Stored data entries
○ ○ ○ ○ ○ ○ ○
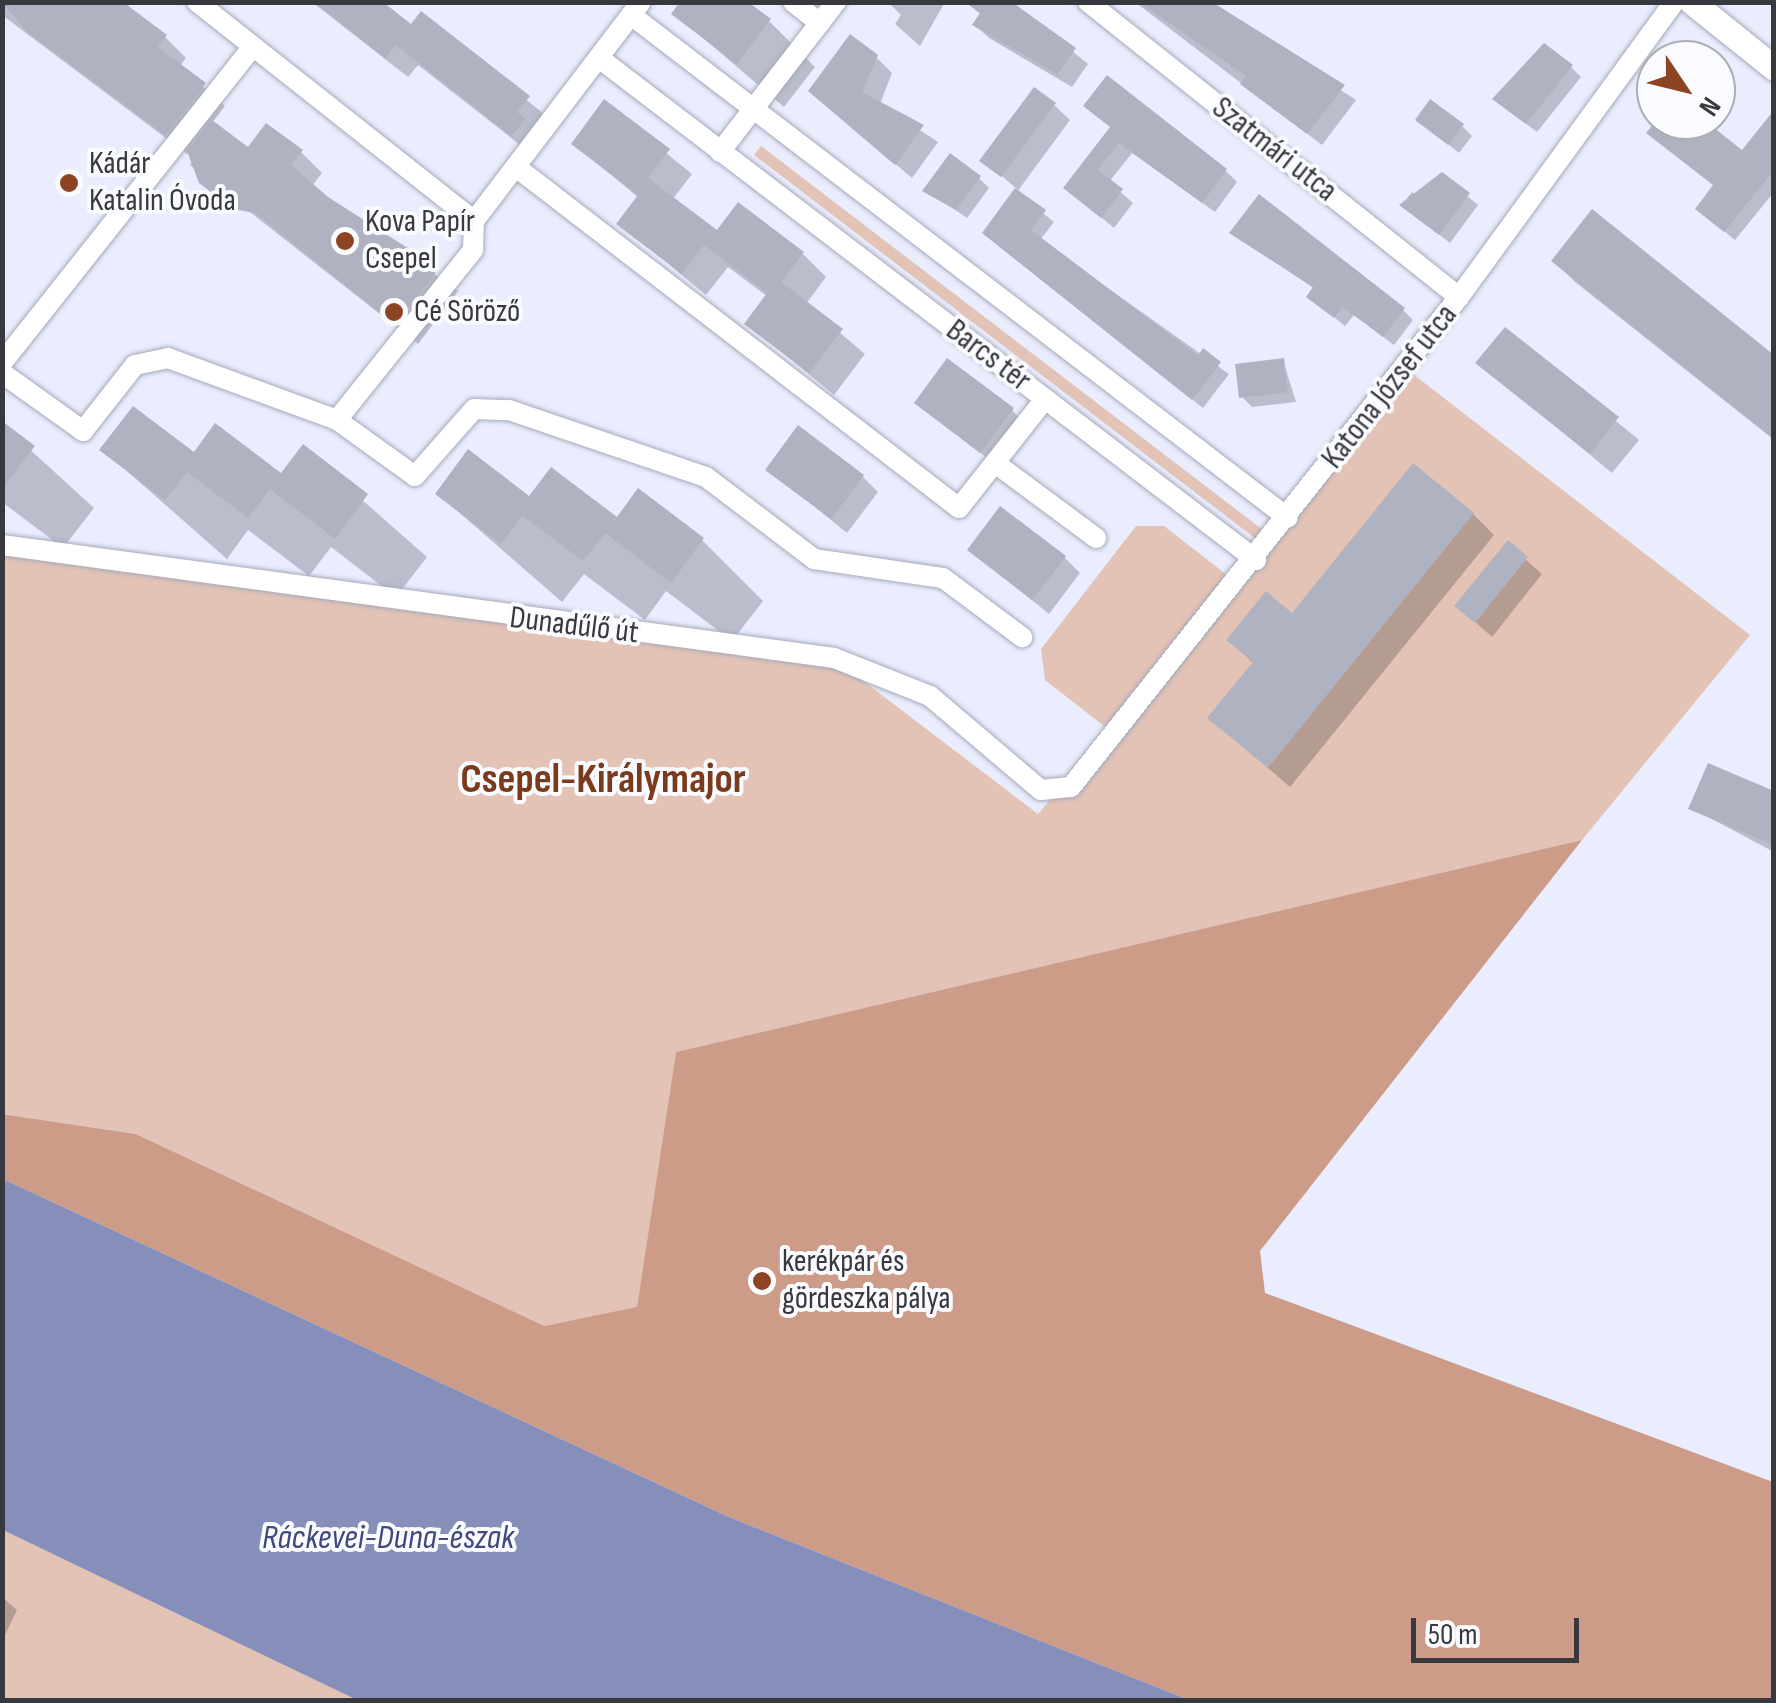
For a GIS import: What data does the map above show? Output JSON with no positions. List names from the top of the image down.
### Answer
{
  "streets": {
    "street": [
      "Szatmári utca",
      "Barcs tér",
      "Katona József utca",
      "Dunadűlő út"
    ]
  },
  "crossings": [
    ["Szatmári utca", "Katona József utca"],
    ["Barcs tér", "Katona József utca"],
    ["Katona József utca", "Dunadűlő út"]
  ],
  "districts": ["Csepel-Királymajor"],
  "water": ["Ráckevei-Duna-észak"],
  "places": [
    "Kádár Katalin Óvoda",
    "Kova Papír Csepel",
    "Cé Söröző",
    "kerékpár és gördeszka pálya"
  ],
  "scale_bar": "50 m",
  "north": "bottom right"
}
○ ○ ○ ○ ○ ○ ○
▸ What the task asks
Start to finish, write out the data above exactly, omitting all pictures.

▸ Reply to the task
For a GIS import: What data does the map above show? Output JSON with no positions. List names from the top of the image down.
### Answer
{
  "streets": {
    "street": [
      "Szatmári utca",
      "Barcs tér",
      "Katona József utca",
      "Dunadűlő út"
    ]
  },
  "crossings": [
    ["Szatmári utca", "Katona József utca"],
    ["Barcs tér", "Katona József utca"],
    ["Katona József utca", "Dunadűlő út"]
  ],
  "districts": ["Csepel-Királymajor"],
  "water": ["Ráckevei-Duna-észak"],
  "places": [
    "Kádár Katalin Óvoda",
    "Kova Papír Csepel",
    "Cé Söröző",
    "kerékpár és gördeszka pálya"
  ],
  "scale_bar": "50 m",
  "north": "bottom right"
}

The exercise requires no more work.